1. Prepare liquid cultures of bacteria transformed with IPTG inducible components
   • Example: Ptrc promoter with mcherry fluorescent protein construct is expected to produce more fluorescent protein upon addition of IPTG
2. Measure the OD of the cultures and dilute with media so that all the cultures are the same OD initially
3. Split cultures into the number of IPTG induction concentrations you’d like to test
   • Example: if testing 0mM, 0.01mM, 0.1mM and 1.0mM concentrations of IPTG, split each culture into 4 volumes
4. Add appropriate amount of IPTG stock to each sample to generate cultures with varying concentrations
   • Example: 4 mL of liquid culture were prepared and subsequently split to evaluate the 4 concentrations of IPTG listed in step 3a to give (4) 1 ml samples for the culture. No IPTG was added to the first sample, 0.1uL of 100mM stock was added to generate 1mL* of 0.01mM culture, 1ul of 100mM stock was added to generate 1ml* of 0.1mM culture, and 10ul of 100mM stock was added to generate 1ml* of 1.0mM culture.

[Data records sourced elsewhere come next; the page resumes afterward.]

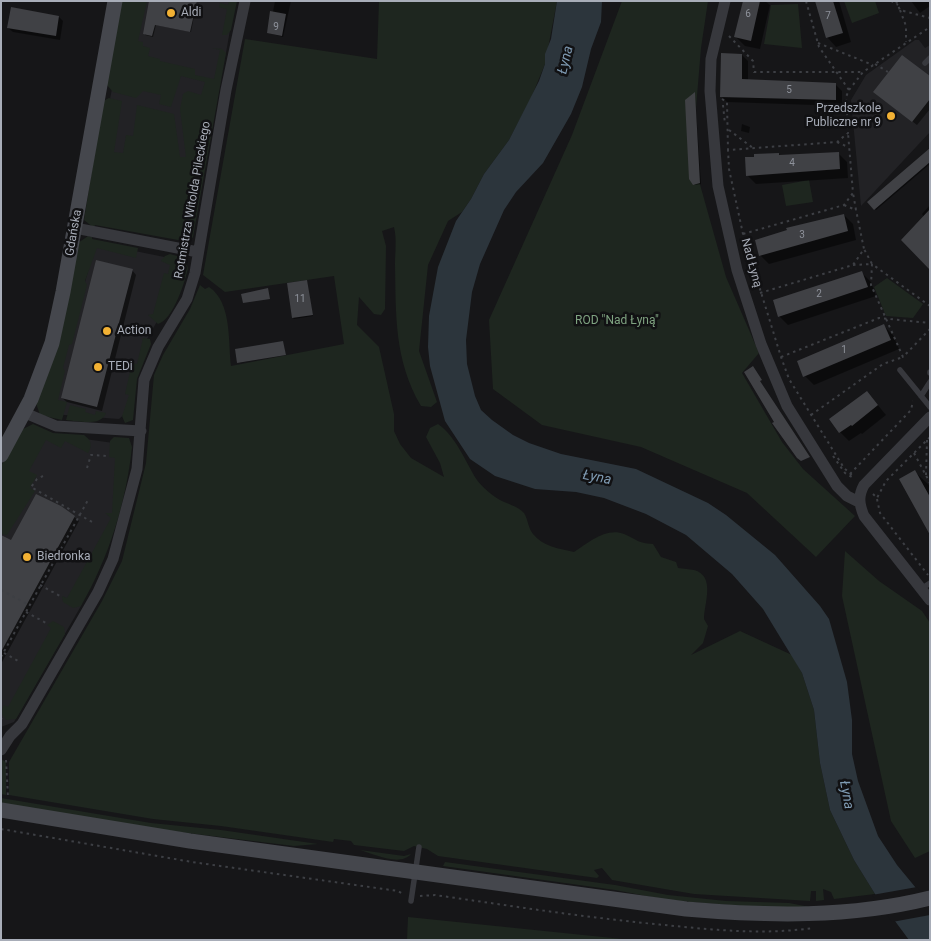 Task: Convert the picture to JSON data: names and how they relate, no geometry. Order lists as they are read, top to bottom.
{
  "streets": {
    "main road": ["Gdańska"],
    "street": ["Rotmistrza Witolda Pileckiego", "Nad Łyną"]
  },
  "water": ["Łyna"],
  "parks": ["ROD \"Nad Łyną\""],
  "places": [
    "Aldi",
    "Przedszkole Publiczne nr 9",
    "Action",
    "TEDi",
    "Biedronka"
  ],
  "house_numbers": [
    "6",
    "7",
    "9",
    "5",
    "4",
    "3",
    "2",
    "11",
    "1"
  ]
}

     (*Volumes of stock added are small enough to be considered negligible).

5. Prepare an IPTG standard curve by preparing variably concentrated IPTG samples of just media
6. Place the standard curve and culture samples in a 96 well plate and grow at 37C and shaking in TECAN plate reader for 14 hours. Take fluorescence* and OD measurements over the time course
   • If using a fluorescent reporter protein. For example, if using mcherry, take excitation/emission measurements at 587/610nm
7. Construct a standard curve to obtain the relationship between chromium concentrations and absorbance values by plotting the absorbance measured before incubation as a function of known Cr(VI) concentrations.

[1] Method 7196A: Chromium, Hexavalent (Colorimetric). EPA. Web.

[2] Robins, Katherine J. et al. “Escherichia Coli Nema Is an Efficient Chromate Reductase That Can Be Biologically Immobilized to Provide a Cell Free System for Remediation of Hexavalent Chromium.” PLoS ONE (2013): n. pag. Web.